**Exercise directions**
I would like each line of the data that holds the word "polyline" copied out.

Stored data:
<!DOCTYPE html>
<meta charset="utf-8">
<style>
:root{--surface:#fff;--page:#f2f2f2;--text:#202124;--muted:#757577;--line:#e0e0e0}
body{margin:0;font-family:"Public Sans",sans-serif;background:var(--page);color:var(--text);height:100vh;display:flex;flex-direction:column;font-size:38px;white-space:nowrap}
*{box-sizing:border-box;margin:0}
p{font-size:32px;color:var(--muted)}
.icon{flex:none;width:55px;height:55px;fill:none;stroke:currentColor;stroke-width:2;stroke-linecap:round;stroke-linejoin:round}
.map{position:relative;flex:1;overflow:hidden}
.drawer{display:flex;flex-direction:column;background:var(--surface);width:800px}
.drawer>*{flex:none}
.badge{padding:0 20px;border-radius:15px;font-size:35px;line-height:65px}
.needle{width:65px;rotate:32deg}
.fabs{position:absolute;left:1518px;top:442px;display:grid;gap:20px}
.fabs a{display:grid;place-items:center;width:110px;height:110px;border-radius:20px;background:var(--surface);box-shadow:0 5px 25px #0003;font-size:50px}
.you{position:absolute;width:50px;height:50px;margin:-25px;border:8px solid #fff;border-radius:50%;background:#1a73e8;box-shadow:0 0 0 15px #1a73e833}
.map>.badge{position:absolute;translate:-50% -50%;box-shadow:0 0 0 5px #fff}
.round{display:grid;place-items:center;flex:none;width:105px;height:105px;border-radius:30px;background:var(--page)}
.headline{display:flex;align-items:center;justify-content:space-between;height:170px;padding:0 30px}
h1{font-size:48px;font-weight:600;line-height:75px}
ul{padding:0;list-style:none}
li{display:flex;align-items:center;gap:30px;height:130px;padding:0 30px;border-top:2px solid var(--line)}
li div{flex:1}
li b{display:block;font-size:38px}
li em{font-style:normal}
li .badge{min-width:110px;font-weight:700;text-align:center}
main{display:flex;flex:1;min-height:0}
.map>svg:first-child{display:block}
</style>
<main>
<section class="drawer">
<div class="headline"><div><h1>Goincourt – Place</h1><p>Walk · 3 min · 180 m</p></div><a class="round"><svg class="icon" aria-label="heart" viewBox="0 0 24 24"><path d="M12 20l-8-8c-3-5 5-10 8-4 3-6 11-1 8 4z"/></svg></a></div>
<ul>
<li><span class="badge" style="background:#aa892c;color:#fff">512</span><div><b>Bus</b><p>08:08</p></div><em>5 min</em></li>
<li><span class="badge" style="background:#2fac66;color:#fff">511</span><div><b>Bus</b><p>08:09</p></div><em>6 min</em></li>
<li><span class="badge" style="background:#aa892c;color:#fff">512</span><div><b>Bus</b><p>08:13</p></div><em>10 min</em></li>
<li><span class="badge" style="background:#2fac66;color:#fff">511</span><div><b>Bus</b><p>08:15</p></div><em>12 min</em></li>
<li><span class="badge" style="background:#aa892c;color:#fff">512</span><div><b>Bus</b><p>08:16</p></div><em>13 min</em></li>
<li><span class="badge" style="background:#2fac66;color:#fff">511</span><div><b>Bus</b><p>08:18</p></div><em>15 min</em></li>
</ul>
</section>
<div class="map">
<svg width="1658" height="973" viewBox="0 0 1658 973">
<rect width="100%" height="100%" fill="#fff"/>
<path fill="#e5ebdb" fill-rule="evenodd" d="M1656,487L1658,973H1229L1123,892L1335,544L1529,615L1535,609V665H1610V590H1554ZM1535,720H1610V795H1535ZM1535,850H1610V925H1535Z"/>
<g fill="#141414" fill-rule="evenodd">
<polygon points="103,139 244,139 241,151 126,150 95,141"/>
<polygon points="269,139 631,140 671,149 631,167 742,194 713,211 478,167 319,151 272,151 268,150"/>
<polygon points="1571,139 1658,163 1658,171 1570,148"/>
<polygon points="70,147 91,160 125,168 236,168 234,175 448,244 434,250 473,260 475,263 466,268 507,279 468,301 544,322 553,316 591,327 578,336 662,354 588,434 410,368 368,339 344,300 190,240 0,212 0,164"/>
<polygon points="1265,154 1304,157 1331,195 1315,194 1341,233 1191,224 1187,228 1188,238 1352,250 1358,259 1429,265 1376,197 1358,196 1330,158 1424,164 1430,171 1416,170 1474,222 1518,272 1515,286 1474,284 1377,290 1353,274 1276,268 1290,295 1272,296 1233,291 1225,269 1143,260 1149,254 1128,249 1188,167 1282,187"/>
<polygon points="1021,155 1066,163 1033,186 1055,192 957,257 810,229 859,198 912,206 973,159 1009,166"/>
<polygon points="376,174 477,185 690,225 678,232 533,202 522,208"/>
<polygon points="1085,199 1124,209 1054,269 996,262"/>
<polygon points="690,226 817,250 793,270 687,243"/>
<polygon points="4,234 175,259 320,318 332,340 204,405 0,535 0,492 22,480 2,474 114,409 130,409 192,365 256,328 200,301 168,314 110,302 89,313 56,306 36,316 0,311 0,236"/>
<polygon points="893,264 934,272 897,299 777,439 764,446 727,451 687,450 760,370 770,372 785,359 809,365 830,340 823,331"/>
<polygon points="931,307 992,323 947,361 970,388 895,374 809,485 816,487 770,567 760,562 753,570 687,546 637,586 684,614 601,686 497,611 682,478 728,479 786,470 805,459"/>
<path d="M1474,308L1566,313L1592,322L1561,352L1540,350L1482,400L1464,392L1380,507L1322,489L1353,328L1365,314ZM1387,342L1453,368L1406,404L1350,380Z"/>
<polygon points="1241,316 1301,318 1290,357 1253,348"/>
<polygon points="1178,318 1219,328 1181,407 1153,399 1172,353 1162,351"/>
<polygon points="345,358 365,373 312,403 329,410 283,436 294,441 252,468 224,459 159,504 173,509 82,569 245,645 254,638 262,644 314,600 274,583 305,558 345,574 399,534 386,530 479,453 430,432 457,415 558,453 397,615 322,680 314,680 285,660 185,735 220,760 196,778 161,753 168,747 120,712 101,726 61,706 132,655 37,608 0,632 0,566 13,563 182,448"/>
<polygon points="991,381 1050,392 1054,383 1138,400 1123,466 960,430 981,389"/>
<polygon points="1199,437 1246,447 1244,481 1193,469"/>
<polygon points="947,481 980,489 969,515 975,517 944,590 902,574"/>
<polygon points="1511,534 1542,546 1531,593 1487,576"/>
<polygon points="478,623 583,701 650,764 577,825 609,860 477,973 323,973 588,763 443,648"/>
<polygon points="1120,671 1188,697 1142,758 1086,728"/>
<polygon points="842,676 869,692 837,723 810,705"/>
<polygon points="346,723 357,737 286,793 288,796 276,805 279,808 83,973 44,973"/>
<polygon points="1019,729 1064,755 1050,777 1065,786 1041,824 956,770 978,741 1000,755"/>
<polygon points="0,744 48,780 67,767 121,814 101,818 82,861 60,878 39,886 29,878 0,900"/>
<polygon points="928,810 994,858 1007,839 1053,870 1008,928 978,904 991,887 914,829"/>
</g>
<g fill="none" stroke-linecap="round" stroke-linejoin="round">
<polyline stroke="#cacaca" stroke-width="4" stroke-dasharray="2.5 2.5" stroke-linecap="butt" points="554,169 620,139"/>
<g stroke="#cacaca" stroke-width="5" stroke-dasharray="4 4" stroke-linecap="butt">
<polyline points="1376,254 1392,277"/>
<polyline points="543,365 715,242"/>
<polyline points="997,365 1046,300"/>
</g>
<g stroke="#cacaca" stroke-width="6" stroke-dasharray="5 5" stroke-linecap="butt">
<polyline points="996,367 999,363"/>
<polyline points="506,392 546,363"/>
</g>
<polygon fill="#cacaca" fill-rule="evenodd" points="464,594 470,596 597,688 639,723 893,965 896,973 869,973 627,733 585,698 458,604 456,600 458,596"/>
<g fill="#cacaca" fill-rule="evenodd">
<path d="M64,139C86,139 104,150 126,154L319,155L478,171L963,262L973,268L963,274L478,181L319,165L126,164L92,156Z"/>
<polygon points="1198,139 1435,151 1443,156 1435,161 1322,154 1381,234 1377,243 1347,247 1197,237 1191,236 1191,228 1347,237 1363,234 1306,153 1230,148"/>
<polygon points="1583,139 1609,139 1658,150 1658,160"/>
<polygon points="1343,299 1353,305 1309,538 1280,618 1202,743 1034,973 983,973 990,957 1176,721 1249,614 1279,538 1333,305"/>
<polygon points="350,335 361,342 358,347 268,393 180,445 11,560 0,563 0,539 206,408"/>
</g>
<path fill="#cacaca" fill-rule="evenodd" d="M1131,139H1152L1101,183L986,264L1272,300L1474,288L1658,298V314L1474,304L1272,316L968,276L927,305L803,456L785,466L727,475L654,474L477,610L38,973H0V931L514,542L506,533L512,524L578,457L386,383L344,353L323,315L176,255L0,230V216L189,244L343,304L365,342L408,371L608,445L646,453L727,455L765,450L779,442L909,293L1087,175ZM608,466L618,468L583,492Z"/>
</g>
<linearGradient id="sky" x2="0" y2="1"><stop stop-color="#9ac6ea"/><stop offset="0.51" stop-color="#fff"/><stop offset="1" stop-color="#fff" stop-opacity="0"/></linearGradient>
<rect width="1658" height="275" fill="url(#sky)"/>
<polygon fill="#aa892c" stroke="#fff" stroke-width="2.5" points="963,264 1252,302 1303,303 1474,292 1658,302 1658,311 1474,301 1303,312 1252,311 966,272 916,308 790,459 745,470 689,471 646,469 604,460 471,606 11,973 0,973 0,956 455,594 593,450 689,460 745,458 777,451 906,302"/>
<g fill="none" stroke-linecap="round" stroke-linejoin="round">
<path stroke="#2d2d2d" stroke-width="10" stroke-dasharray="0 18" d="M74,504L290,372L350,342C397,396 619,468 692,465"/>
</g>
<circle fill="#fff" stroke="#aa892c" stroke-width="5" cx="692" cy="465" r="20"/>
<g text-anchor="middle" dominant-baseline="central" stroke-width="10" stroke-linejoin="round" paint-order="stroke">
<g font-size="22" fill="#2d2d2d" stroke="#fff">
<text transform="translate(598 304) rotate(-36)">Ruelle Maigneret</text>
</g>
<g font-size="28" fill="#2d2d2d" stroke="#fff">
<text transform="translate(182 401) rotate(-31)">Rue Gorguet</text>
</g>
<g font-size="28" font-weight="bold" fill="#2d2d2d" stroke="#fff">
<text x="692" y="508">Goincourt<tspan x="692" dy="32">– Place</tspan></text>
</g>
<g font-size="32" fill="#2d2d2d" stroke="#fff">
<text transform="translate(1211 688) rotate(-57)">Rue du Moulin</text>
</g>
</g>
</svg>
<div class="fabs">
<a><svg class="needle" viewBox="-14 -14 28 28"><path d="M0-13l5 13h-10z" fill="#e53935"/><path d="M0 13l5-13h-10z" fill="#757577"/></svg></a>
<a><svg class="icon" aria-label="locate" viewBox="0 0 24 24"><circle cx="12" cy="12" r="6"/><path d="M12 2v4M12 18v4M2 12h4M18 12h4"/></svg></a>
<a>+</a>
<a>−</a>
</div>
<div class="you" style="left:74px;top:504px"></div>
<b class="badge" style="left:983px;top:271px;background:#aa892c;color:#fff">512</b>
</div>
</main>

**Answer for the task**
<polyline stroke="#cacaca" stroke-width="4" stroke-dasharray="2.5 2.5" stroke-linecap="butt" points="554,169 620,139"/>
<polyline points="1376,254 1392,277"/>
<polyline points="543,365 715,242"/>
<polyline points="997,365 1046,300"/>
<polyline points="996,367 999,363"/>
<polyline points="506,392 546,363"/>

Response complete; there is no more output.